*** Opening of EXTRACTED ENTRIES ***

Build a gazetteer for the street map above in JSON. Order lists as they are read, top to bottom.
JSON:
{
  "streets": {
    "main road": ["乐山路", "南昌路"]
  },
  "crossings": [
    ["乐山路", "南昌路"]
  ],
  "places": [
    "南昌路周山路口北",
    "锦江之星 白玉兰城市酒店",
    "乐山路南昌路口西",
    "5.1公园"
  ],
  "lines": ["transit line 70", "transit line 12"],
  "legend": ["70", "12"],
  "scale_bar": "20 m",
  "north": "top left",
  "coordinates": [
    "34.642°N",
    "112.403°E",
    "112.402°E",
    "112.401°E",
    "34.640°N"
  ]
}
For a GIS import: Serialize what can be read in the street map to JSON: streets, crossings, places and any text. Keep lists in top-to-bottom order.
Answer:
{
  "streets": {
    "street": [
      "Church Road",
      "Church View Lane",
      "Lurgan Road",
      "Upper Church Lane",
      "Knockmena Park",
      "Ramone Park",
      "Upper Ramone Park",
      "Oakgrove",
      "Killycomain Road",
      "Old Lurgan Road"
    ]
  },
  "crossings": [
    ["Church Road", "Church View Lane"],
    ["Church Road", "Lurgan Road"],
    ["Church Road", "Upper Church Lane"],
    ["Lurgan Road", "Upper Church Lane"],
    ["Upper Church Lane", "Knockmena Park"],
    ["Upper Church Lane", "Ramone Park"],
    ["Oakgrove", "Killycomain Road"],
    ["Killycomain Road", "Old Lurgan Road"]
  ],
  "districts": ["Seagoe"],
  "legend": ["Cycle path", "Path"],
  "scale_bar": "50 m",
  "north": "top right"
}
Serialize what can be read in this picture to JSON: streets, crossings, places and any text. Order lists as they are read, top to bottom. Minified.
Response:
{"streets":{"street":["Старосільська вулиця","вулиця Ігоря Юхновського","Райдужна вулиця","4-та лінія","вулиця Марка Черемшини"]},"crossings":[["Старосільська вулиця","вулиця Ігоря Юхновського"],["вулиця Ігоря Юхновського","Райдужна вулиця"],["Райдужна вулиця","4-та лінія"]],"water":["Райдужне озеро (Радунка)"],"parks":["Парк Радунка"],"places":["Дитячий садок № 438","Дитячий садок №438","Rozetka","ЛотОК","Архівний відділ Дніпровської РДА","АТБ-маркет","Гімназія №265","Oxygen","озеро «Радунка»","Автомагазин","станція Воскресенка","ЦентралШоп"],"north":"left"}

*** Close of EXTRACTED ENTRIES ***

=== TASK ===
Please return the entire listing, unchanged.

=== EXPECTED ANSWER ===
Build a gazetteer for the street map above in JSON. Order lists as they are read, top to bottom.
JSON:
{
  "streets": {
    "main road": ["乐山路", "南昌路"]
  },
  "crossings": [
    ["乐山路", "南昌路"]
  ],
  "places": [
    "南昌路周山路口北",
    "锦江之星 白玉兰城市酒店",
    "乐山路南昌路口西",
    "5.1公园"
  ],
  "lines": ["transit line 70", "transit line 12"],
  "legend": ["70", "12"],
  "scale_bar": "20 m",
  "north": "top left",
  "coordinates": [
    "34.642°N",
    "112.403°E",
    "112.402°E",
    "112.401°E",
    "34.640°N"
  ]
}
For a GIS import: Serialize what can be read in the street map to JSON: streets, crossings, places and any text. Keep lists in top-to-bottom order.
Answer:
{
  "streets": {
    "street": [
      "Church Road",
      "Church View Lane",
      "Lurgan Road",
      "Upper Church Lane",
      "Knockmena Park",
      "Ramone Park",
      "Upper Ramone Park",
      "Oakgrove",
      "Killycomain Road",
      "Old Lurgan Road"
    ]
  },
  "crossings": [
    ["Church Road", "Church View Lane"],
    ["Church Road", "Lurgan Road"],
    ["Church Road", "Upper Church Lane"],
    ["Lurgan Road", "Upper Church Lane"],
    ["Upper Church Lane", "Knockmena Park"],
    ["Upper Church Lane", "Ramone Park"],
    ["Oakgrove", "Killycomain Road"],
    ["Killycomain Road", "Old Lurgan Road"]
  ],
  "districts": ["Seagoe"],
  "legend": ["Cycle path", "Path"],
  "scale_bar": "50 m",
  "north": "top right"
}
Serialize what can be read in this picture to JSON: streets, crossings, places and any text. Order lists as they are read, top to bottom. Minified.
Response:
{"streets":{"street":["Старосільська вулиця","вулиця Ігоря Юхновського","Райдужна вулиця","4-та лінія","вулиця Марка Черемшини"]},"crossings":[["Старосільська вулиця","вулиця Ігоря Юхновського"],["вулиця Ігоря Юхновського","Райдужна вулиця"],["Райдужна вулиця","4-та лінія"]],"water":["Райдужне озеро (Радунка)"],"parks":["Парк Радунка"],"places":["Дитячий садок № 438","Дитячий садок №438","Rozetka","ЛотОК","Архівний відділ Дніпровської РДА","АТБ-маркет","Гімназія №265","Oxygen","озеро «Радунка»","Автомагазин","станція Воскресенка","ЦентралШоп"],"north":"left"}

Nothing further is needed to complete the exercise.